Ölunternehmen sollen dazu angehalten werden, auch in Erneuerbare Energieprojekte in Libyen zu investieren. Eine strategische Aufgabe. Denn bislang ist die libysche Wirtschaft fast ausschließlich von der Öl- und Gasproduktion abhängig. Die deutsche Entwicklungszusammenarbeit unterstützt über die GIZ die Entwicklung der regulatorischen Rahmenbedingungen und die Entwicklung der REAOL, der libyschen Behörde für erneuerbare Energien. Die natürlichen Voraussetzungen für Sonnen- und Windenergie sind hervorragend, die Voraussetzungen für den Aufbau einer grünen Wasserstoffindustrie für den Export gut.
Auch im konventionellen Energiesektor ist Technologie und Expertise aus Deutschland gefragt.

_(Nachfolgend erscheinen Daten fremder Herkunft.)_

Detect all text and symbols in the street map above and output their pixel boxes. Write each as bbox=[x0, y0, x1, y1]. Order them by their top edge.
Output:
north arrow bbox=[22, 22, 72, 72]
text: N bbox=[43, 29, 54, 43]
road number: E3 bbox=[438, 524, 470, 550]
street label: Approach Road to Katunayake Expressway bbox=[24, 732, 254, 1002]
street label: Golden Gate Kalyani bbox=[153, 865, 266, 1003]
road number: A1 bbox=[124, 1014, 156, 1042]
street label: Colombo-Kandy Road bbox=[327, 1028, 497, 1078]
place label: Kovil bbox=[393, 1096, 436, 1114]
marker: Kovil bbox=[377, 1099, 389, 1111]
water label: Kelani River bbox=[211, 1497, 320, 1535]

Unternehmen wie Siemens, Hitachi, ABB, MAN und Luthardt sind seit Jahrzehnten in Libyen engagiert. Traditionell ist Deutschland in diesen Bereichen ein wichtiger Partner – aber nicht der einzige. Türkische und auch chinesische Unternehmen sind im Vormarsch. Gerade chinesische Kontraktoren überzeugen mit Paketangeboten, die die Projektfinanzierung einschließen („EPC+F“). Dem etwas entgegenzusetzen, fällt deutschen Anbietern oft schwer.

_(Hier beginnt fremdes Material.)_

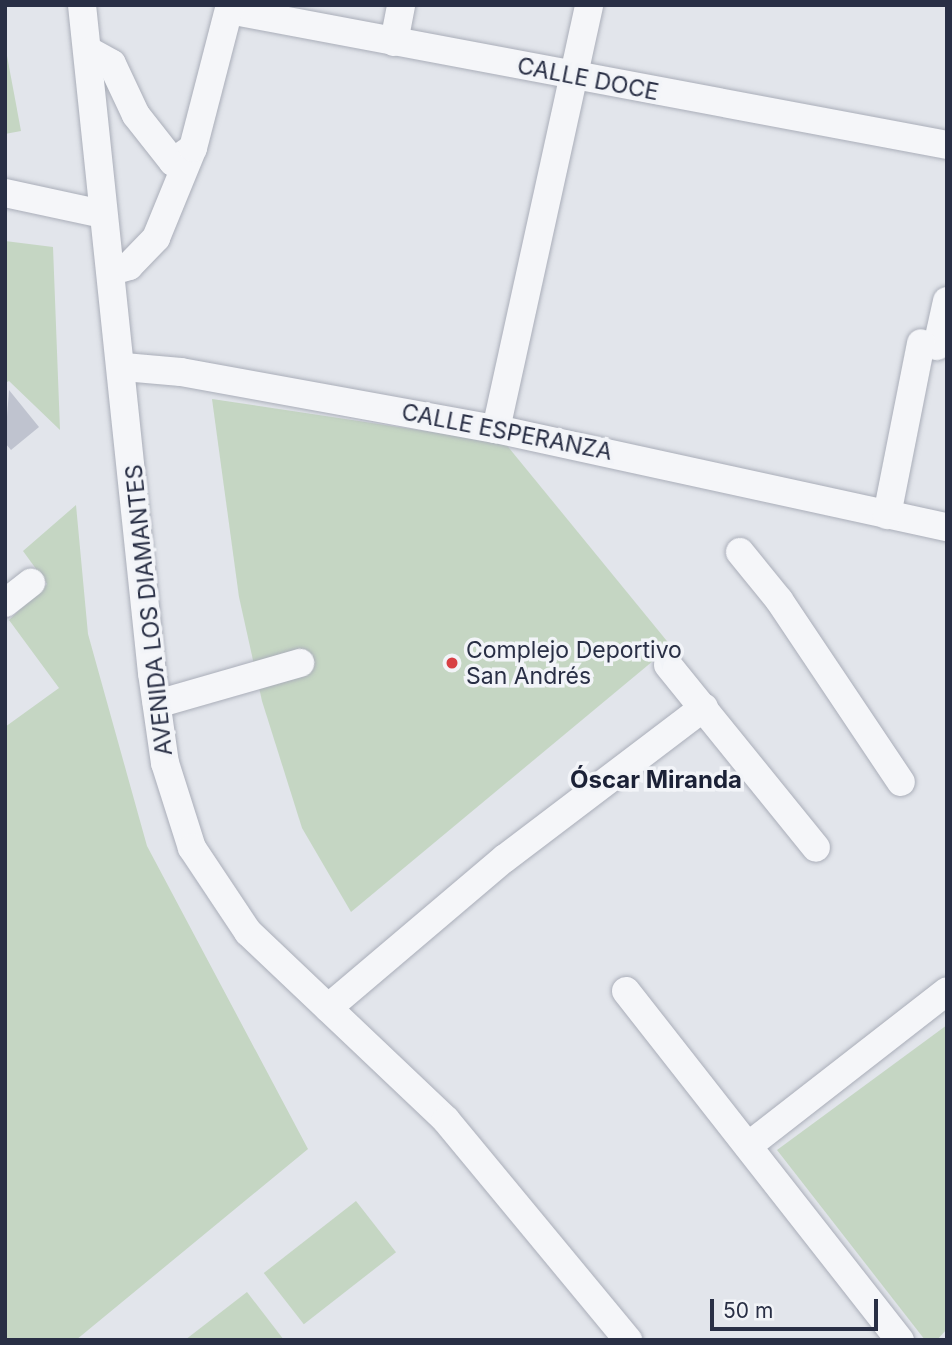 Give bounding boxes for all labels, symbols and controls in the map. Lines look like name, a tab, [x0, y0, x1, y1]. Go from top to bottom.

Finanzierung und Zahlungsabwicklung sind weiter eine Schlüsselstelle im Libyengeschäft. Politische Volatilität und unklare rechtliche Rahmenbedingungen schrecken Kreditgeber ab. Ein Beitritt Libyens
zum New Yorker UN-Abkommen über die Anerkennung und Vollstreckung von Schiedssprüchen – bekannt als „New York Convention“ -, der seit Unterzeichnung 1958 insgesamt 172 Staaten beigetreten sind (unter ihnen die Mehrheit der arabischen Staaten), wäre hier ein wichtiges Signal. Hinzu kommen zeitliche Schwierigkeiten bei der Zahlungsabwicklung, die im Importgeschäft üblicherweise über Akkreditiv erfolgt. Dies führt dazu, dass Geschäfte in dem volatilen politischen Umfeld in Libyen für internationale Banken extrem herausfordernd sind.